[Input data]
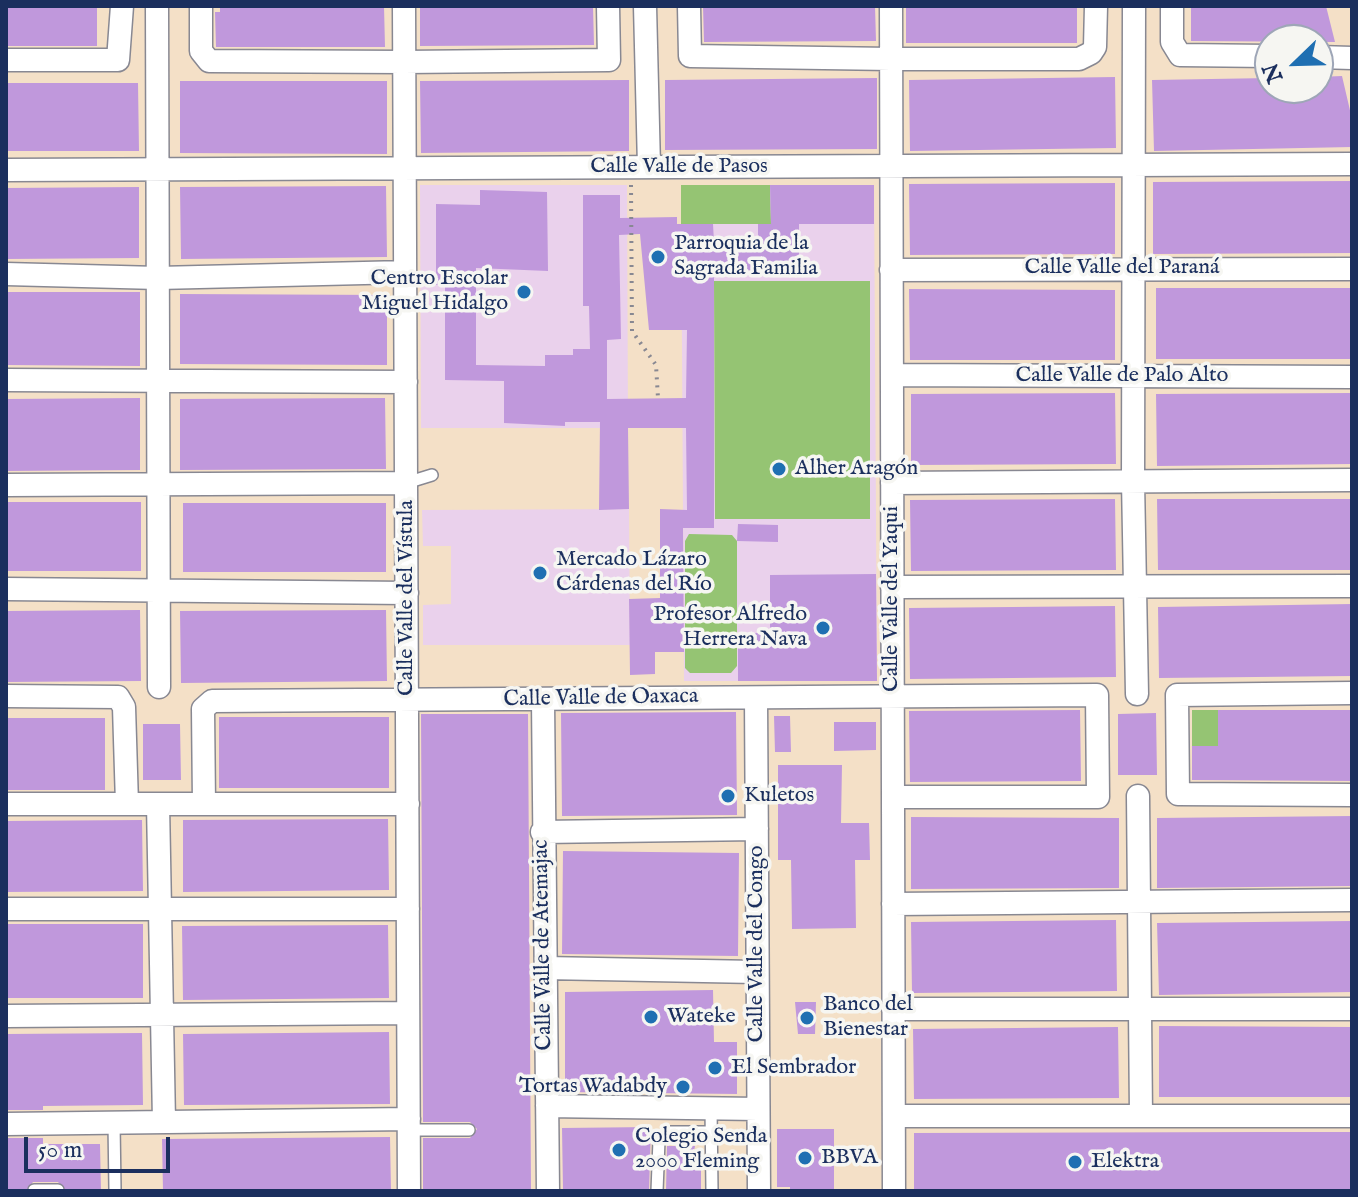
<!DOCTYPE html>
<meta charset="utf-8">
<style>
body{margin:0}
#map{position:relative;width:1358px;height:1197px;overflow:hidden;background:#f4e0c7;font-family:"IM FELL English",serif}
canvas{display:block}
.frame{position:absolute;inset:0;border:8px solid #1b2f5e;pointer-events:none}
.north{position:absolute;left:1254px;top:24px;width:80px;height:80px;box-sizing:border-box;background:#f6f6f2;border:2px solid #9ea6b7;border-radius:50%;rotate:247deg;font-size:22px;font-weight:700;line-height:32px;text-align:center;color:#1b2f5e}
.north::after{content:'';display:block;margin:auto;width:28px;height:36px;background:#1f6fb2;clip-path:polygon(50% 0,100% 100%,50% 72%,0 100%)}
.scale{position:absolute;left:24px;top:1137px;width:146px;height:36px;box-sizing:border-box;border:4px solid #1b2f5e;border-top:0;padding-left:10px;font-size:24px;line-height:28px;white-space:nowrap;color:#1b2f5e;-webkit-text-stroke:6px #f6f6f2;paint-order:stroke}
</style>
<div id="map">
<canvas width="1358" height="1197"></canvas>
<div class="frame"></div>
<div class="north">N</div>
<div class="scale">50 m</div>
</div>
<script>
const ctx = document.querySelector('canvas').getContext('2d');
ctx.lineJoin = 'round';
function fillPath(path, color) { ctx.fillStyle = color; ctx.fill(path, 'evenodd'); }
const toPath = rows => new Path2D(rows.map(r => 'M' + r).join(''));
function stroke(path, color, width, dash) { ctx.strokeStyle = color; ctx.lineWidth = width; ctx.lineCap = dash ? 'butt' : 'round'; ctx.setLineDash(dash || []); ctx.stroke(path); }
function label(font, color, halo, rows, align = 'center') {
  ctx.font = font + ' "IM FELL English",serif'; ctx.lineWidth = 7; ctx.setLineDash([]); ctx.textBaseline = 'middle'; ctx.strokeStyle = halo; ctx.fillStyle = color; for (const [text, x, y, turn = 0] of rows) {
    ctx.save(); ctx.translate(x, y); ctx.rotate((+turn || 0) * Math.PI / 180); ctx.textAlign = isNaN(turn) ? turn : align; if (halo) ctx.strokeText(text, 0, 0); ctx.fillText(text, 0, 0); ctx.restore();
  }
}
fillPath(toPath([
 [420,185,627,185,628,428,421,428],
 [681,185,874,185,877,681,684,681],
 [629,509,630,645,423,645,423,605,451,604,451,546,423,546,422,510]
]), '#ead1ec');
fillPath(toPath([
 [681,185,770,185,771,224,681,224],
 [714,281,870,281,870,519,715,519],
 [689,534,732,535,737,541,737,666,731,673,690,673,685,668,685,541],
 [1192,710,1218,710,1218,746,1192,746]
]), '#95c473');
fillPath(toPath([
 [6,6,97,6,97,46,6,46],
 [220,6,384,6,385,47,216,47,215,12,220,12],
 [420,6,593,6,594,45,420,46],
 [703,6,875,6,876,41,704,42],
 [906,6,1077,6,1077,43,906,43],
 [1191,6,1326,6,1335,42,1191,41],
 [1342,76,1352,119,1352,147,1154,151,1152,80,1270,78,1270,88,1318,88,1318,77],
 [1115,77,1116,148,910,151,909,80],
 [877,78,877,149,665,150,665,80],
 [629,80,629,151,421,153,420,81],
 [180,81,387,81,387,154,180,153],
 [6,83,138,83,139,151,6,151],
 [1352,181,1352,253,1153,254,1153,182],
 [1115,183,1115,254,910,255,909,184],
 [770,185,874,185,874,224,799,224,799,275,714,276,714,528,683,528,684,652,655,652,655,674,630,675,629,599,660,598,660,509,687,510,686,428,628,428,629,509,599,510,600,422,565,422,565,426,504,423,504,381,445,380,445,285,436,285,436,204,480,205,480,190,547,192,548,271,476,268,476,365,545,366,545,355,573,355,573,349,590,349,589,306,583,306,583,195,620,195,620,218,677,217,677,224,713,224,714,242,758,241,758,224,771,224],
 [640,234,649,330,687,330,686,398,607,399,607,340,621,339,619,235],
 [386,186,387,257,181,259,180,187],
 [139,187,139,258,6,259,6,188],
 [1156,288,1352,288,1352,359,1156,359],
 [909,289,1115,290,1115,360,910,360],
 [6,292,140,292,140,366,6,365],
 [180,294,387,295,387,365,180,364],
 [1115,393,1116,464,911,465,911,394],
 [1352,393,1352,464,1157,466,1156,394],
 [140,398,140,470,6,471,6,399],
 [385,398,386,469,180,470,180,399],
 [1115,499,1116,570,911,571,910,500],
 [1157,499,1352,499,1352,570,1158,570],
 [6,502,141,502,141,571,6,571],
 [183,503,386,503,386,572,183,572],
 [738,524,778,525,778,542,737,541],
 [876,574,877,681,738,681,738,633,770,633,770,575],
 [1352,604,1352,676,1159,678,1158,607],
 [1115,606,1116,677,910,679,909,608],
 [140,610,141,681,6,682,6,611],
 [386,610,387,681,181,683,180,611],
 [1080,710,1081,781,910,782,909,711],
 [1218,710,1352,710,1352,781,1192,780,1192,746,1218,746],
 [736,712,737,815,562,816,561,713],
 [1156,713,1157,775,1118,775,1118,714],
 [421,714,528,714,531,1191,423,1191,423,1138,470,1138,477,1129,470,1122,423,1122],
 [774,716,790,716,791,752,775,752],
 [219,717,389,717,389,788,219,788],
 [6,718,105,718,105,790,6,790],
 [834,722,876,722,876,750,834,751],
 [143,724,180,724,181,780,143,780],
 [778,765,842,765,841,823,869,823,870,860,855,860,856,928,792,929,791,860,778,860],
 [1352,816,1352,886,1157,888,1157,818],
 [911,817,1119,818,1119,888,911,889],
 [388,819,389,890,183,892,183,820],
 [142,820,143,891,6,892,6,821],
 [563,851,739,853,738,956,562,954],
 [1116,920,1117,991,912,993,911,922],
 [1352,921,1352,992,1159,995,1157,923],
 [6,924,143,924,143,998,6,998],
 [388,925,389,998,183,1000,182,926],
 [713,990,714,1042,737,1042,737,1094,565,1092,565,992],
 [795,1002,816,1002,815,1034,798,1034],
 [1159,1026,1352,1027,1352,1097,1159,1097],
 [1118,1027,1119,1098,914,1099,913,1029],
 [389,1032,390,1104,184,1105,183,1034],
 [142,1033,143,1105,43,1106,43,1110,6,1110,6,1034],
 [651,1127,649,1191,563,1191,562,1128],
 [777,1129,834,1129,834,1191,790,1191,790,1187,777,1187],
 [1260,1132,1352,1132,1352,1191,914,1191,914,1133],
 [390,1137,391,1191,163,1191,162,1139],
 [6,1138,43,1138,43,1144,100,1144,101,1191,66,1191,58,1182,33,1182,26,1191,6,1191],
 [667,1146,695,1146,694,1151,701,1151,701,1191,666,1191]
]), '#c098dc');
const lane = toPath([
 [406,483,432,475],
 [711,1108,712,1191],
 [114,1123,115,1190],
 [409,1130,469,1130],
 [34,1190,58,1190],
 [657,1191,659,1140,670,1132,711,1132]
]);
const street = toPath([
 [157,6,159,687],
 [201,6,201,51,209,61,404,62,609,60,608,6],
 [404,6,409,1191],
 [645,6,649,167],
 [689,6,690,56,891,59,1079,59,1091,53,1095,47,1096,6],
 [891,6,894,1191],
 [1134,6,1133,481,1137,694],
 [1172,6,1172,42,1180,55,1270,56],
 [1318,57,1352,58],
 [6,60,118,60,122,6],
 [6,170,1352,164],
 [891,270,1352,269],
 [6,274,158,278,405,272],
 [892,375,1352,377],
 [6,380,406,382],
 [892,483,1352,480],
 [6,485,406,483],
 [892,587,1352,586],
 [6,589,407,593],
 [1352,693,1177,695,1178,794,1352,795],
 [6,696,118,697,124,707,127,804],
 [756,698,759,1191],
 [543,700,548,1191],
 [1138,796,1141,1116],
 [6,804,408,804],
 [158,804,164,1122],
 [204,804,203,709,212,701,1097,695,1098,797,893,797],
 [542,832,757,829],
 [893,904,1352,900],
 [6,909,408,909],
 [545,968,756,972],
 [893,1009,1352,1009],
 [6,1016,408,1013],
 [547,1106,758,1109],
 [894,1116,1352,1116],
 [6,1124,409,1119]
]);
stroke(lane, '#888892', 14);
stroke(street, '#888892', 25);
stroke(toPath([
 [631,185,632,331,656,365,658,398]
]), '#888892', 4, [2, 6]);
stroke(lane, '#fff', 11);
stroke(street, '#fff', 22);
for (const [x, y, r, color] of [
 [658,257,8,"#1f6fb2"],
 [524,292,8,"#1f6fb2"],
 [779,469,8,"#1f6fb2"],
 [540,573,8,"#1f6fb2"],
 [823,628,8,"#1f6fb2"],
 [728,796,8,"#1f6fb2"],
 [651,1017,8,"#1f6fb2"],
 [807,1018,8,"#1f6fb2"],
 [715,1068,8,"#1f6fb2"],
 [683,1087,8,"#1f6fb2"],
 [619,1150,8,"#1f6fb2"],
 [805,1158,8,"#1f6fb2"],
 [1075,1162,8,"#1f6fb2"]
]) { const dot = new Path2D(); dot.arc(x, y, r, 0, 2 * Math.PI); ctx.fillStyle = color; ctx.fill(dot); stroke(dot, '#f6f6f2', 3); }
label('22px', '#1b2f5e', '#f6f6f2', [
 ["Calle Valle de Pasos",679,167],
 ["Calle Valle del Paraná",1122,268],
 ["Calle Valle de Palo Alto",1122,376],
 ["Calle Valle del Vístula",407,598,-90],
 ["Calle Valle del Yaqui",892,599,-90],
 ["Calle Valle de Oaxaca",601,699,-1],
 ["Calle Valle del Congo",757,944,-90],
 ["Calle Valle de Atemajac",544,945,-91]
]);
label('22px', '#1b2f5e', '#f6f6f2', [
 ["Parroquia de la",674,244],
 ["Sagrada Familia",674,269],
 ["Centro Escolar",508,279,"right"],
 ["Miguel Hidalgo",508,304,"right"],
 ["Alher Aragón",795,469],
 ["Mercado Lázaro",556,560],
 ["Cárdenas del Río",556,585],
 ["Profesor Alfredo",807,615,"right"],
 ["Herrera Nava",807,640,"right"],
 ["Kuletos",744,796],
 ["Banco del",823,1005],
 ["Bienestar",823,1030],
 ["Wateke",667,1017],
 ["El Sembrador",731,1068],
 ["Tortas Wadabdy",667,1087,"right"],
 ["Colegio Senda",635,1137],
 ["2000 Fleming",635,1162],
 ["BBVA",821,1158],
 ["Elektra",1091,1162]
], 'left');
</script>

[What you should do] Each line in the listing either holds the word "turn" or does not. Report how many do, as a bare number.

[Response to the exercise] 2